Finally, the article by D. Christian Lammerts examines the genealogy and status of premodern Burma's predominant type of legislation (dhammasattha) in an analysis that carries relevance also for Southeast Asia's other Buddhist polities. ‘Debates about the proper boundaries of Buddhist scripture,’ notes Lammerts, ‘characterise a significant proportion of seventeenth through nineteenth-century Burmese monastic writings.’ Such debates were fuelled by the perception of dhammasattha not as an authoritative record of Buddhist legal culture, but as extra-canonical literature that differed from religious ideology. Thus, the relationship between religion, law, and the state in premodern Burma and the rest of mainland Southeast Asia ‘was defined by tension rather than commensurability; and jurisprudential, as well as textual, innovation and change was often driven by attempts to resolve ideological conflict’. The detailed examination of the mythical genealogy of laws typical of dhammasattha, along with their authors and contents, leads the author to distinguish between the jurisprudence presupposed by monastic law, royal law, and dhammasattha law, for the latter ‘was not enacted by a Buddha or by kings, ministers, or jurists, and claims a genealogy independent of the “state” or other legislative institutions’.

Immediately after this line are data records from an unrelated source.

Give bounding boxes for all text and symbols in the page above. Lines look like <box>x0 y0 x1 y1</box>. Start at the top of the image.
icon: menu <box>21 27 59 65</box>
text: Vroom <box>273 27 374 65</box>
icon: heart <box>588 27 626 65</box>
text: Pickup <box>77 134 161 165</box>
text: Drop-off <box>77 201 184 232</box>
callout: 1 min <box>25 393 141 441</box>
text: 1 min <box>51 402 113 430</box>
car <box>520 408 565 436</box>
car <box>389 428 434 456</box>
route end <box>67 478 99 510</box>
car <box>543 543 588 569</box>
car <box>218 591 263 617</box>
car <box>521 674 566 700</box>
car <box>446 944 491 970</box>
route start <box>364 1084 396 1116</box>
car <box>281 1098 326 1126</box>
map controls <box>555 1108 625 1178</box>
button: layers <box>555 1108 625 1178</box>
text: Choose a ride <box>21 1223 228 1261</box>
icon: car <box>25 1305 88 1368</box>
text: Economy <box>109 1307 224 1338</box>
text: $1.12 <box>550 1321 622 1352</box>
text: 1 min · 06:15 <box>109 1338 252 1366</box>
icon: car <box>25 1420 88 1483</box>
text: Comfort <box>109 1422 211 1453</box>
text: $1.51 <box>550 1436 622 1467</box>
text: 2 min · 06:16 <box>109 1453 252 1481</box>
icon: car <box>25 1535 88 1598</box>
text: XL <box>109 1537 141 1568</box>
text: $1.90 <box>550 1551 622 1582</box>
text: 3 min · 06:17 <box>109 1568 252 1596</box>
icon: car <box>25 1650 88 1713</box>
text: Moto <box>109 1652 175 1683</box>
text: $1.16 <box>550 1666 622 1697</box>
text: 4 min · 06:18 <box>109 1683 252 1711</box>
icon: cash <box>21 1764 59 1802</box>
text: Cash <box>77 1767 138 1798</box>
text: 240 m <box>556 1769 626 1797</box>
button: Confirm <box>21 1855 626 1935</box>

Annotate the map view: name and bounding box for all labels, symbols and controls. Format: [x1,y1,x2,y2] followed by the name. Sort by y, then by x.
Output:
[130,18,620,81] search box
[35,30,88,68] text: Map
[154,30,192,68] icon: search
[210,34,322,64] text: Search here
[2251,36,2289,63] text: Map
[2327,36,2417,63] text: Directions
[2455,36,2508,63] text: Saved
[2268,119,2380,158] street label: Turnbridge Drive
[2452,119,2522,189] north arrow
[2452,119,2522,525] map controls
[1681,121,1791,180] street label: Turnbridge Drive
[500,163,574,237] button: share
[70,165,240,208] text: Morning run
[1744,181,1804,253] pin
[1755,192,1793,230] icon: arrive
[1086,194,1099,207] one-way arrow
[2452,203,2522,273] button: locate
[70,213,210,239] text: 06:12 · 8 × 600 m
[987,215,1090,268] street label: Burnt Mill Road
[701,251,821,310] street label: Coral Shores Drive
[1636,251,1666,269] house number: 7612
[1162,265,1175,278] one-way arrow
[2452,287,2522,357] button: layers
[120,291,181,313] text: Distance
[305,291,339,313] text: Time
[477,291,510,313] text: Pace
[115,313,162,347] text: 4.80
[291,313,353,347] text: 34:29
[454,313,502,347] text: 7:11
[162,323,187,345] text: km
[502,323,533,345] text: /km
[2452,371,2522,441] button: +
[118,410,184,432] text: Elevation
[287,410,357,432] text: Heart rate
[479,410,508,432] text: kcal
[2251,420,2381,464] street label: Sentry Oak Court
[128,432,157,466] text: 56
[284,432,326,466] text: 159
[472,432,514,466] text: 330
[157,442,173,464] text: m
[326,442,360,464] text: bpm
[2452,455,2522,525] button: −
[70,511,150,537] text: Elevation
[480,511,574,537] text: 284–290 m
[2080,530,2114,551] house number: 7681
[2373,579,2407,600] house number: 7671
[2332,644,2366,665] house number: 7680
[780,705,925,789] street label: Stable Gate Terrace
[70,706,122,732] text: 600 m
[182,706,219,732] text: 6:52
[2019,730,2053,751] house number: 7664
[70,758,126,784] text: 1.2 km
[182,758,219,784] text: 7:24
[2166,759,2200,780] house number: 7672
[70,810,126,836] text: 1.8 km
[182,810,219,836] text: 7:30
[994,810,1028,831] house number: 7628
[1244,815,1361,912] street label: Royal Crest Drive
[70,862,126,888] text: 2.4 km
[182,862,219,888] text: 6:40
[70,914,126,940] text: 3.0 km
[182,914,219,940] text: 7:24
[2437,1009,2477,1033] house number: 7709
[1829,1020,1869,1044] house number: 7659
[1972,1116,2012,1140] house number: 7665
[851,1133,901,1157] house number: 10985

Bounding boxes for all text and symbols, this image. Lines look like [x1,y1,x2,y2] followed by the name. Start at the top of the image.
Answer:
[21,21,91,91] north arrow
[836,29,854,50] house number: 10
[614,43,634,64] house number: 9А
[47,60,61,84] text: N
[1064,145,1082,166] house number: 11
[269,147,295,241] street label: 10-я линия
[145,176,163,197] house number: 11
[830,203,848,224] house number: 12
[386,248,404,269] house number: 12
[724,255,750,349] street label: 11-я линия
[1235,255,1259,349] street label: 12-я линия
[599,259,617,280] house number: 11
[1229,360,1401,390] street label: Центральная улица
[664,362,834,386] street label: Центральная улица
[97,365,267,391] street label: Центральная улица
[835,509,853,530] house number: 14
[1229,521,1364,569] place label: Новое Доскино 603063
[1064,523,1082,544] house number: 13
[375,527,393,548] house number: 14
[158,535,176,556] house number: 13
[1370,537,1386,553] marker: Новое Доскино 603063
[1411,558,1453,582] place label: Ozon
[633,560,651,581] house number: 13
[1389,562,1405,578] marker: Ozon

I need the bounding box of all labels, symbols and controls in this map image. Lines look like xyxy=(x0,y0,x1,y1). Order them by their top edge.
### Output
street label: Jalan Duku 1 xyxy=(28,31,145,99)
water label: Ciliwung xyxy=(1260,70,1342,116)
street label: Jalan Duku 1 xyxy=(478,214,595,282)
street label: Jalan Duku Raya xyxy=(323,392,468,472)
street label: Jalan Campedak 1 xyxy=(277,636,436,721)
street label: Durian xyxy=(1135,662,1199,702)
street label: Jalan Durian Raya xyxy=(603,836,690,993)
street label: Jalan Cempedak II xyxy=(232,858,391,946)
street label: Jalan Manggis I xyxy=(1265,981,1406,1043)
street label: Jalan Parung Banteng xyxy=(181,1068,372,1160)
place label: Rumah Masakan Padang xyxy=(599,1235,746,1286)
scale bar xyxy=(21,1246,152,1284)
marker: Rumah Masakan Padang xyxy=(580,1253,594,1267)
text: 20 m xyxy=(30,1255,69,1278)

In addition to the research articles, this issue also features an extended review article by Barbara Watson Andaya, who looks at recent books in an area of historical research — women's history in Southeast Asia — that she herself has pioneered. Indeed, Watson Andaya's frame of references is so extensive that her review article actually reflects the state of the art of gender history within Southeast Asian studies. Also, a dozen new publications on Asia, the Southeast Asian region in general and Indonesia, Malaysia, Singapore, Thailand and Vietnam in particular are appraised in the Book Review section.

Looking forward to another year of intellectually stimulating contributions and conversations, the JSEAS editorial team wishes our readers a joyful 2013!